• Problem: Please print the entries exactly, omitting each image.

○ ○ ○

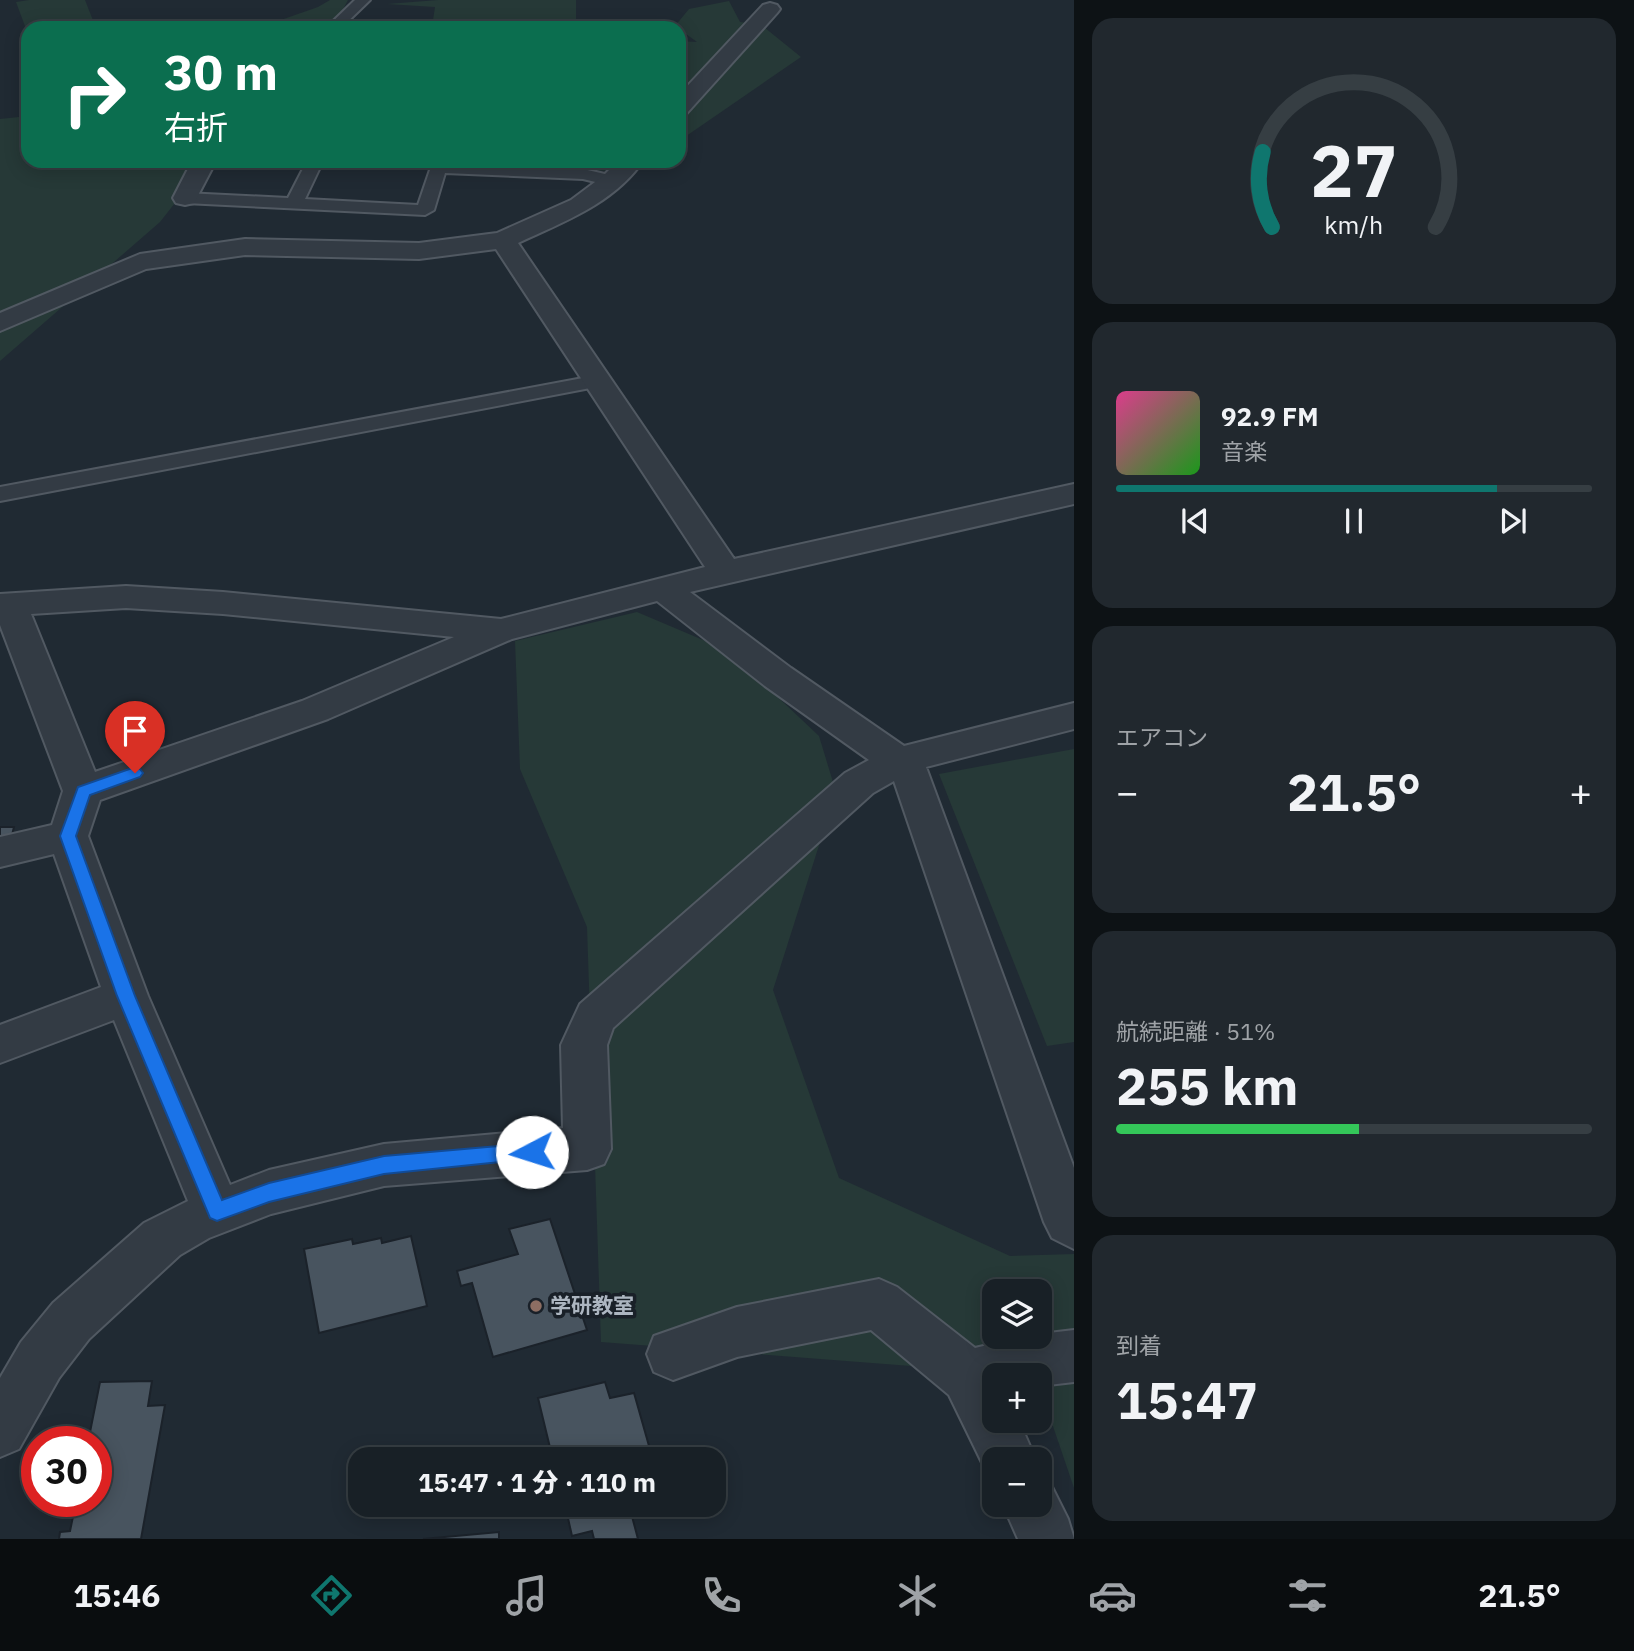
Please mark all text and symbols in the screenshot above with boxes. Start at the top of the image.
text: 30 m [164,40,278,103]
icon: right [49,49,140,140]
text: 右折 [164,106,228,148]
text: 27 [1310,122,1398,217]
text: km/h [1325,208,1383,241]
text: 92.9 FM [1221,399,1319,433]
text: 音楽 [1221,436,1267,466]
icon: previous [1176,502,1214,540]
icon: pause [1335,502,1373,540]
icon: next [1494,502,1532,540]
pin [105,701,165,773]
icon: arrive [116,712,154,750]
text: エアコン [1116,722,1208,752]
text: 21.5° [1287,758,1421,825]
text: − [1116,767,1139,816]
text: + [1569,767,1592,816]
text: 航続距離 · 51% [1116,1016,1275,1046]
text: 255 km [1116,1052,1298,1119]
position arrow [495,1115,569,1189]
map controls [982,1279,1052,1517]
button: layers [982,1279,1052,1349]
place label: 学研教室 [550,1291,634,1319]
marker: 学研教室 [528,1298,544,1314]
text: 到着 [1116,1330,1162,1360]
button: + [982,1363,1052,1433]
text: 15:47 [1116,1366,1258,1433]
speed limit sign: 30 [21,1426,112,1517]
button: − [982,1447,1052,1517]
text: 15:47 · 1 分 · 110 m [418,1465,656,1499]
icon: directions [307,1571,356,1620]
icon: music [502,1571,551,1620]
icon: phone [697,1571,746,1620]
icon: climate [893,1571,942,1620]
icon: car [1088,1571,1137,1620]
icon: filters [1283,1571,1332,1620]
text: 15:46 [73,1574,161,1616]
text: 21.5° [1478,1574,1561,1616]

○ ○ ○

• Result:
Please mark all text and symbols in the screenshot above with boxes. Start at the top of the image.
text: 30 m [164,40,278,103]
icon: right [49,49,140,140]
text: 右折 [164,106,228,148]
text: 27 [1310,122,1398,217]
text: km/h [1325,208,1383,241]
text: 92.9 FM [1221,399,1319,433]
text: 音楽 [1221,436,1267,466]
icon: previous [1176,502,1214,540]
icon: pause [1335,502,1373,540]
icon: next [1494,502,1532,540]
pin [105,701,165,773]
icon: arrive [116,712,154,750]
text: エアコン [1116,722,1208,752]
text: 21.5° [1287,758,1421,825]
text: − [1116,767,1139,816]
text: + [1569,767,1592,816]
text: 航続距離 · 51% [1116,1016,1275,1046]
text: 255 km [1116,1052,1298,1119]
position arrow [495,1115,569,1189]
map controls [982,1279,1052,1517]
button: layers [982,1279,1052,1349]
place label: 学研教室 [550,1291,634,1319]
marker: 学研教室 [528,1298,544,1314]
text: 到着 [1116,1330,1162,1360]
button: + [982,1363,1052,1433]
text: 15:47 [1116,1366,1258,1433]
speed limit sign: 30 [21,1426,112,1517]
button: − [982,1447,1052,1517]
text: 15:47 · 1 分 · 110 m [418,1465,656,1499]
icon: directions [307,1571,356,1620]
icon: music [502,1571,551,1620]
icon: phone [697,1571,746,1620]
icon: climate [893,1571,942,1620]
icon: car [1088,1571,1137,1620]
icon: filters [1283,1571,1332,1620]
text: 15:46 [73,1574,161,1616]
text: 21.5° [1478,1574,1561,1616]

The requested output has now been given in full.